### Assignment
Within the data that follows, set down exactly the lines from the one containing "M528,1070L559,1102L539,1121L508,1089Z" through the one containing "M379,1219L420,1250L398,1281L356,1250Z", both ends included.

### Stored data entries
▬▬▬▬▬▬▬▬▬▬

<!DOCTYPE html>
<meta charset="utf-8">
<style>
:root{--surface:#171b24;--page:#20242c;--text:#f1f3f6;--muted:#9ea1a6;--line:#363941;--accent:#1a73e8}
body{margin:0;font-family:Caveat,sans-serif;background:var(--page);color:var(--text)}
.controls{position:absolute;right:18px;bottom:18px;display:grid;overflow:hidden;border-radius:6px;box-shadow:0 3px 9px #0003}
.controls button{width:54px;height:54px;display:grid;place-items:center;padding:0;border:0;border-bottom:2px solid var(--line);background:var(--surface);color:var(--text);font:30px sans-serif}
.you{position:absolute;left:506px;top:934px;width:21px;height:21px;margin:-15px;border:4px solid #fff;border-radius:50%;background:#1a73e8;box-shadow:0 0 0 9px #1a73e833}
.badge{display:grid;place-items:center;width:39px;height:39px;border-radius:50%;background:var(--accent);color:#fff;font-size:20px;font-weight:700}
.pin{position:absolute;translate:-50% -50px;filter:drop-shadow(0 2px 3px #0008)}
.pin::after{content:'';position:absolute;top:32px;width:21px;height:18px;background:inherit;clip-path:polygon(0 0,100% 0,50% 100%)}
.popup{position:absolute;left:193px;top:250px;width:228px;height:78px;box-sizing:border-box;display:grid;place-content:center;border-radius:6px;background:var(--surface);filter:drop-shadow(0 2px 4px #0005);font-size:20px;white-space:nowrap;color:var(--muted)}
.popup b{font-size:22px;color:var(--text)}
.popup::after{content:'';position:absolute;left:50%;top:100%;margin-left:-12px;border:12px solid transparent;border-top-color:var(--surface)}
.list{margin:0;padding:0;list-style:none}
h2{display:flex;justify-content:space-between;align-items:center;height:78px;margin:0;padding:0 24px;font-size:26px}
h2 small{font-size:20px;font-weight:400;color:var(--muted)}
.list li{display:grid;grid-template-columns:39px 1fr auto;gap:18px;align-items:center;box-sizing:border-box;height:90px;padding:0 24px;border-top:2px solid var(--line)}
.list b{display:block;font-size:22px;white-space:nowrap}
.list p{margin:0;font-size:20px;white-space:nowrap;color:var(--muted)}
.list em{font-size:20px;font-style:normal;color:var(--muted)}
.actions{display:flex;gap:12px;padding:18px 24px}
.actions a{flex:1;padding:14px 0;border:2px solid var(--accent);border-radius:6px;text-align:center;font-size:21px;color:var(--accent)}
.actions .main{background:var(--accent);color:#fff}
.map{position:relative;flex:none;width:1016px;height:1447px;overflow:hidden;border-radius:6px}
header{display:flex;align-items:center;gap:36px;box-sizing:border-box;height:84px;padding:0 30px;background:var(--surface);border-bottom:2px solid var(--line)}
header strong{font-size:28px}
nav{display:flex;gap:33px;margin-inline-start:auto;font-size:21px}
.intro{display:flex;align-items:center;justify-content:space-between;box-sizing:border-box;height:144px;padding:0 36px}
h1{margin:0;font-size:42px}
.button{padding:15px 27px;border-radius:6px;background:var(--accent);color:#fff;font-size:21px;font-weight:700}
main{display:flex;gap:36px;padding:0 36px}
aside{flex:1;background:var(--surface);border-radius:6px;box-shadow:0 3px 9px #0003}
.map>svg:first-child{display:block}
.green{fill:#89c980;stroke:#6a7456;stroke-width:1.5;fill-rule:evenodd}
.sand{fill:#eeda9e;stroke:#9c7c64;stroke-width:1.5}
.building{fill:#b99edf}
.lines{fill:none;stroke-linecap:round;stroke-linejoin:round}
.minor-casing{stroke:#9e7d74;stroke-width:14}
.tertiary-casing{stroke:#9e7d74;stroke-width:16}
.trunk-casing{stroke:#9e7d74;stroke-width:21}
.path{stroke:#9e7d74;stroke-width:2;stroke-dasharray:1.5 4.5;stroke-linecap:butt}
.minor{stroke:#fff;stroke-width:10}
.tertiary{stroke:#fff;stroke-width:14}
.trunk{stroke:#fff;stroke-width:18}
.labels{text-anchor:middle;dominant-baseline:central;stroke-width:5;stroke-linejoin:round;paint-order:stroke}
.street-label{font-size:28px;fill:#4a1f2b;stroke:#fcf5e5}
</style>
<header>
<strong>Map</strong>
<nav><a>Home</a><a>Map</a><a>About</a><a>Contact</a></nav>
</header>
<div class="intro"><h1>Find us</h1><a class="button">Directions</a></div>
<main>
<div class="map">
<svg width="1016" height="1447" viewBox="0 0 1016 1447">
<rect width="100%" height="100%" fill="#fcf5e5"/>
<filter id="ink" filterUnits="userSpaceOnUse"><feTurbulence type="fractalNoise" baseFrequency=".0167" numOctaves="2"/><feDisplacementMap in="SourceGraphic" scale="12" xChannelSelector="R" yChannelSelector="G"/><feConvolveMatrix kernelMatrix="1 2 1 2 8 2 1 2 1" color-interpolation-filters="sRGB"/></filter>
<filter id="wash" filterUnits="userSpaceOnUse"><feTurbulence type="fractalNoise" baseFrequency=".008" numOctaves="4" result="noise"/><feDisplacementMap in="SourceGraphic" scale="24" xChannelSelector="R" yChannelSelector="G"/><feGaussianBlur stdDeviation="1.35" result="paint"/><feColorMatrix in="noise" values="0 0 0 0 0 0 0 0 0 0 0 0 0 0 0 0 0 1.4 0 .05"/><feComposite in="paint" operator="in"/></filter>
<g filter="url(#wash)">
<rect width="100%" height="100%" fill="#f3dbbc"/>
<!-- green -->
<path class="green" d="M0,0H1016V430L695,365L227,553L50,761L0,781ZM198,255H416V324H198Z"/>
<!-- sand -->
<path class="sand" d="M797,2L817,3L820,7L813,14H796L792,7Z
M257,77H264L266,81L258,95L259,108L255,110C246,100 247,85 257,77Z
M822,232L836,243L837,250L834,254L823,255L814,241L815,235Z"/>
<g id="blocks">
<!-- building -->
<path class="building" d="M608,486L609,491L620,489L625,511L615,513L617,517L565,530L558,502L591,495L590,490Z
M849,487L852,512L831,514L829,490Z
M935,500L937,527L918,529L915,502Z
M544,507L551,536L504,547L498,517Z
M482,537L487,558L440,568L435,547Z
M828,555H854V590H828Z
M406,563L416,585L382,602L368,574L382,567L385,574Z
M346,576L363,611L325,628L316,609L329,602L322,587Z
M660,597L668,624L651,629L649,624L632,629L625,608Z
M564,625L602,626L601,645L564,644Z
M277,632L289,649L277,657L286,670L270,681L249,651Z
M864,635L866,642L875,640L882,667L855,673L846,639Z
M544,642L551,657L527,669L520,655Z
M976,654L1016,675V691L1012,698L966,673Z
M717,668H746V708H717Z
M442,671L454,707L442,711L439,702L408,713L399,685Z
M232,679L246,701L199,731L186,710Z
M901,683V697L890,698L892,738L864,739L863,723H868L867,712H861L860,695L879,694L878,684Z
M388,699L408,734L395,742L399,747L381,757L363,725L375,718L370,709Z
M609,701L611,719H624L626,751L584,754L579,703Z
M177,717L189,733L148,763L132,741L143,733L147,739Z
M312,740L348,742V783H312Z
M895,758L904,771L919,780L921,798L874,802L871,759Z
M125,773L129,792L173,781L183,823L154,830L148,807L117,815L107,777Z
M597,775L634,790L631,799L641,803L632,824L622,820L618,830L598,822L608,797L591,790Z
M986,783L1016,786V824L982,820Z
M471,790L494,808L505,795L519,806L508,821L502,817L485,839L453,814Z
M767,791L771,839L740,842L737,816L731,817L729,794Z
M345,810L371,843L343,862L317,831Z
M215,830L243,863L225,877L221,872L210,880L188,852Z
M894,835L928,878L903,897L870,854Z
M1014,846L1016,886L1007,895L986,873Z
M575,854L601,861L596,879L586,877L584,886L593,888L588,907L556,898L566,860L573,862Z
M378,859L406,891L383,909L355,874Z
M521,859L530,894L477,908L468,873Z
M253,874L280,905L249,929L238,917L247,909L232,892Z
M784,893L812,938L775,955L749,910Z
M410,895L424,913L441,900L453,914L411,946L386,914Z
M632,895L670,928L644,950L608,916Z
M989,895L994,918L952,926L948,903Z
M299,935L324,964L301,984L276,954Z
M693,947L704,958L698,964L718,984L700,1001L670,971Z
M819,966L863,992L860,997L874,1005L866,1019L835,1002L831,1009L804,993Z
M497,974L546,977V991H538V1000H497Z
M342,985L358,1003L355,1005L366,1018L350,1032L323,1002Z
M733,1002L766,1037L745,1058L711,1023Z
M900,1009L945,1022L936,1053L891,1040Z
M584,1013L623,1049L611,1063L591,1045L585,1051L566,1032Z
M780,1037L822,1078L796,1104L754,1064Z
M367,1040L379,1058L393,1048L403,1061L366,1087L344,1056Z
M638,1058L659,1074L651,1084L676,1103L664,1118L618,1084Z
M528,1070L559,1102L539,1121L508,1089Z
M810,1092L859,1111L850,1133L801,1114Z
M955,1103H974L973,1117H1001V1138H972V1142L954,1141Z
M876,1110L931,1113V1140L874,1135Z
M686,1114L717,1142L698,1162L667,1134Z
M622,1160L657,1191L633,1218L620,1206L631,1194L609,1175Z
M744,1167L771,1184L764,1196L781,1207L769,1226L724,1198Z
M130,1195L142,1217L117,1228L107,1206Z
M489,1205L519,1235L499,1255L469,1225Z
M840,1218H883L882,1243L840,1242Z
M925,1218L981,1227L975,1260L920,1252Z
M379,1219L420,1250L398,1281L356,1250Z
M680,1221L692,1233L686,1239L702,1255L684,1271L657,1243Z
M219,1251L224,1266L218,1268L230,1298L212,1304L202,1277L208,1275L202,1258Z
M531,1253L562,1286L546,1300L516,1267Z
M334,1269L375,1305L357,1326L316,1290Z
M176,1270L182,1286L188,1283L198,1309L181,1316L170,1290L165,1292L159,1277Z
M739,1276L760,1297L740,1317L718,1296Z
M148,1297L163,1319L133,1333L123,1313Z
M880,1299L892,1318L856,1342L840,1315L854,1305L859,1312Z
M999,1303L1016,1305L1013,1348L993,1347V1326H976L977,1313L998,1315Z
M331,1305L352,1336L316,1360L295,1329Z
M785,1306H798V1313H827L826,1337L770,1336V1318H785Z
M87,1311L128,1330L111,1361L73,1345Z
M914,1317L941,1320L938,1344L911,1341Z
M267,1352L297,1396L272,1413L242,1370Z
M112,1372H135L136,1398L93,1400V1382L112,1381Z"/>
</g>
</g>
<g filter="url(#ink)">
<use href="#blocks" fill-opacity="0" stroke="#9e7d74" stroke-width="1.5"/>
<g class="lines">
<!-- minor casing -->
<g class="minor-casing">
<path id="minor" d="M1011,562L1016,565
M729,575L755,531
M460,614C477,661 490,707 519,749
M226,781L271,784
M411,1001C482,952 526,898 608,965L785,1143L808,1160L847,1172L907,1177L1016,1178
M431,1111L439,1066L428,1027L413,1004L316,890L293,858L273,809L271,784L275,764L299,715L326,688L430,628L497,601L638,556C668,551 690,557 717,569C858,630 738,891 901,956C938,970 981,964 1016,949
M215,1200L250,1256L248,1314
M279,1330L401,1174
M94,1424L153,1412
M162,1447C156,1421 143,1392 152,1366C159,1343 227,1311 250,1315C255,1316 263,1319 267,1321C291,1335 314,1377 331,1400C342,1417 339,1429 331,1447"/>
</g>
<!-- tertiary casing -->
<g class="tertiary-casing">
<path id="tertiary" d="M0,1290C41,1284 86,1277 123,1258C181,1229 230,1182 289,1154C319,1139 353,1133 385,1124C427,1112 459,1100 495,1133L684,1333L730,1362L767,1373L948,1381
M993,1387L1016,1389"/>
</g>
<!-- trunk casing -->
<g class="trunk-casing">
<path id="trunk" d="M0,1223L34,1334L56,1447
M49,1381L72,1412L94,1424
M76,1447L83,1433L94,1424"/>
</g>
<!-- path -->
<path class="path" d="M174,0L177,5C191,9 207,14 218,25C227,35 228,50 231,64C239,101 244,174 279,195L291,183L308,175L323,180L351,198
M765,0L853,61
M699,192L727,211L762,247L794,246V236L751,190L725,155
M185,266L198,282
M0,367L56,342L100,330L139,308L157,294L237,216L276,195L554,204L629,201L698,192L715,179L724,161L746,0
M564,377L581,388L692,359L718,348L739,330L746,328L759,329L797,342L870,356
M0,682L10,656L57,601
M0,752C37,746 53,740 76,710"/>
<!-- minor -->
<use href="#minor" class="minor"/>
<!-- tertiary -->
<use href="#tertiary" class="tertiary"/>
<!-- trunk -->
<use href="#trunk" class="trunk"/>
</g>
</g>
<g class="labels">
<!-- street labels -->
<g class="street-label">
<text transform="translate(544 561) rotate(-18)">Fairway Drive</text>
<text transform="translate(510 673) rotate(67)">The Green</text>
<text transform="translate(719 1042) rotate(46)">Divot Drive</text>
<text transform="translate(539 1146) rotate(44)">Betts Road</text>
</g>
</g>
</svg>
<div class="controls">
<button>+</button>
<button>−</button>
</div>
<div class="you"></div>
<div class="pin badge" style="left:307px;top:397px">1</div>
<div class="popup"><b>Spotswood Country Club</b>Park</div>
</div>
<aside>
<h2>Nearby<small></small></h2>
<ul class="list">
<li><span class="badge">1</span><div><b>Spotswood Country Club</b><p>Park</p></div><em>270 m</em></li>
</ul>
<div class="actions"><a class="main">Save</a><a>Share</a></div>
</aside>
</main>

▬▬▬▬▬▬▬▬▬▬

### Reply to the exercise
M528,1070L559,1102L539,1121L508,1089Z
M810,1092L859,1111L850,1133L801,1114Z
M955,1103H974L973,1117H1001V1138H972V1142L954,1141Z
M876,1110L931,1113V1140L874,1135Z
M686,1114L717,1142L698,1162L667,1134Z
M622,1160L657,1191L633,1218L620,1206L631,1194L609,1175Z
M744,1167L771,1184L764,1196L781,1207L769,1226L724,1198Z
M130,1195L142,1217L117,1228L107,1206Z
M489,1205L519,1235L499,1255L469,1225Z
M840,1218H883L882,1243L840,1242Z
M925,1218L981,1227L975,1260L920,1252Z
M379,1219L420,1250L398,1281L356,1250Z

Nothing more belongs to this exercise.